Hi,
Since today and I don’t know why, but when I submit a job it is staying queued.
what should I do to understand what is the problem ?
Yesterday all runing perfectly.
Thank a lot for your help
Hi,
Since today and I don’t know why, but when I submit a job it is staying queued.
what should I do to understand what is the problem ?

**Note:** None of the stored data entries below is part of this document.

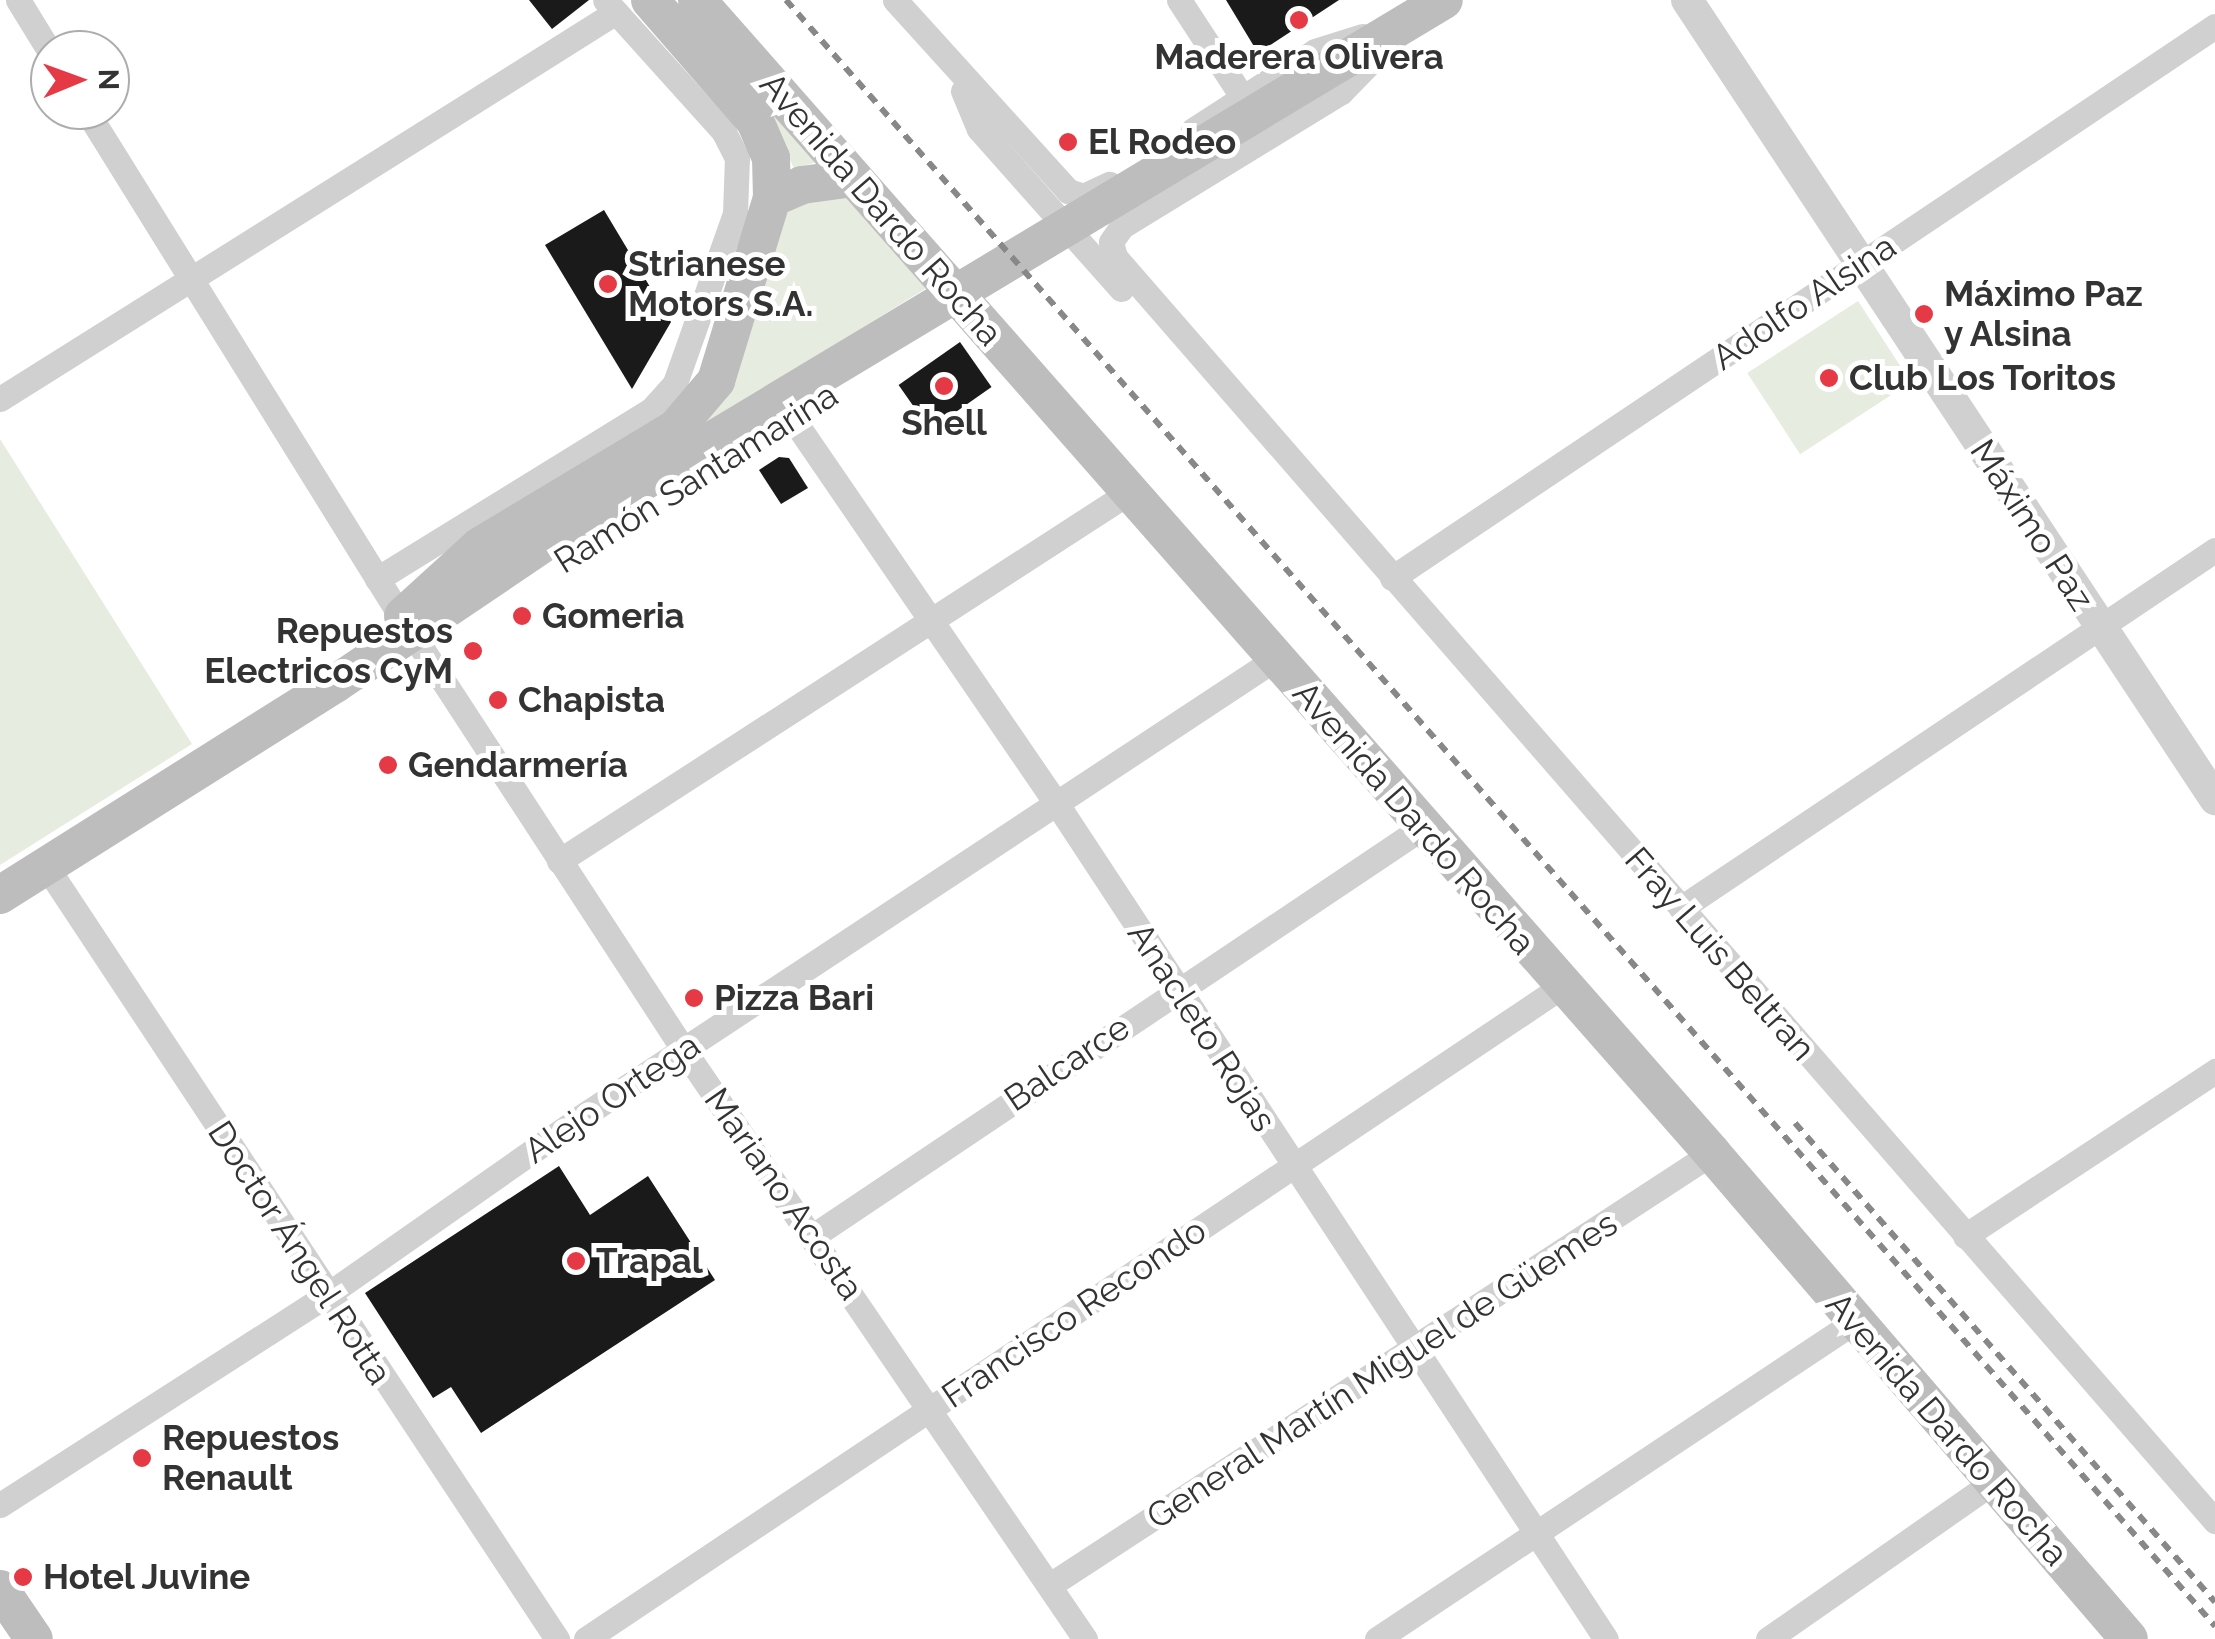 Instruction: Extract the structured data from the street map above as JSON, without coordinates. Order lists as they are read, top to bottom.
{
  "streets": {
    "main road": ["Avenida Dardo Rocha", "Ramón Santamarina"],
    "street": [
      "Adolfo Alsina",
      "Máximo Paz",
      "Fray Luis Beltran",
      "Anacleto Rojas",
      "Balcarce",
      "Alejo Ortega",
      "Mariano Acosta",
      "Doctor Ángel Rotta",
      "Francisco Recondo",
      "General Martín Miguel de Güemes"
    ]
  },
  "crossings": [
    ["Avenida Dardo Rocha", "Ramón Santamarina"],
    ["Avenida Dardo Rocha", "Balcarce"],
    ["Avenida Dardo Rocha", "Alejo Ortega"],
    ["Avenida Dardo Rocha", "Francisco Recondo"],
    ["Avenida Dardo Rocha", "General Martín Miguel de Güemes"],
    ["Adolfo Alsina", "Máximo Paz"],
    ["Adolfo Alsina", "Fray Luis Beltran"],
    ["Ramón Santamarina", "Anacleto Rojas"],
    ["Ramón Santamarina", "Mariano Acosta"],
    ["Ramón Santamarina", "Doctor Ángel Rotta"],
    ["Anacleto Rojas", "Balcarce"],
    ["Anacleto Rojas", "Alejo Ortega"],
    ["Anacleto Rojas", "Francisco Recondo"],
    ["Anacleto Rojas", "General Martín Miguel de Güemes"],
    ["Balcarce", "Mariano Acosta"],
    ["Alejo Ortega", "Mariano Acosta"],
    ["Alejo Ortega", "Doctor Ángel Rotta"],
    ["Mariano Acosta", "Francisco Recondo"],
    ["Mariano Acosta", "General Martín Miguel de Güemes"]
  ],
  "places": [
    "Maderera Olivera",
    "El Rodeo",
    "Strianese Motors S.A.",
    "Máximo Paz y Alsina",
    "Club Los Toritos",
    "Shell",
    "Gomeria",
    "Repuestos Electricos CyM",
    "Chapista",
    "Gendarmería",
    "Pizza Bari",
    "Trapal",
    "Repuestos Renault",
    "Hotel Juvine"
  ],
  "north": "right"
}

Yesterday all runing perfectly.
Thank a lot for your help
Please share the output of the below commands
Note;
$ qstat -answ1
return nothing
$ pbsnodes -av
return :
centos7
Mom = centos7.home
ntype = PBS
state = state-unknown,down
pcpus = 1
resources_available.host = centos7
resources_available.ncpus = 1
resources_available.vnode = centos7
resources_assigned.accelerator_memory = 0kb
resources_assigned.hbmem = 0kb
resources_assigned.mem = 0kb
resources_assigned.naccelerators = 0
resources_assigned.ncpus = 0
resources_assigned.vmem = 0kb
resv_enable = True
sharing = default_shared
$ pbsnodes -av | grep -e Mom -e state
return
Mom = centos7.home
state = state-unknown,down
please check whether the job requests can be matched on to the compute resources , otherwise, job will be in the queue ?
I submit jobs I have already submitted, so normally compute resources are ok.
I do not understand the problem.
Then there is no jobs in the queue. Hence, please submit sample sleep jobs as below
qsub – /bin/sleep 100
The status of the compute node is down, hence job is still in the queue.
Why the node is down - communication issues between the PBS Server and PBS Mom (Compute Node)
Hi. I also have a problem. When I write the job submission script and specify a particular node name, the job stays in a queue. #PBS -l nodes=compunode-0-3.local
After submitting the job which stays in the queue, i use this command qstat -answ1 i get this error
Can Never Run: Insufficient amount of resource: host (compunode-0-3.local !=compunode-0-1,compunode-0-2,compunode.-0-3,…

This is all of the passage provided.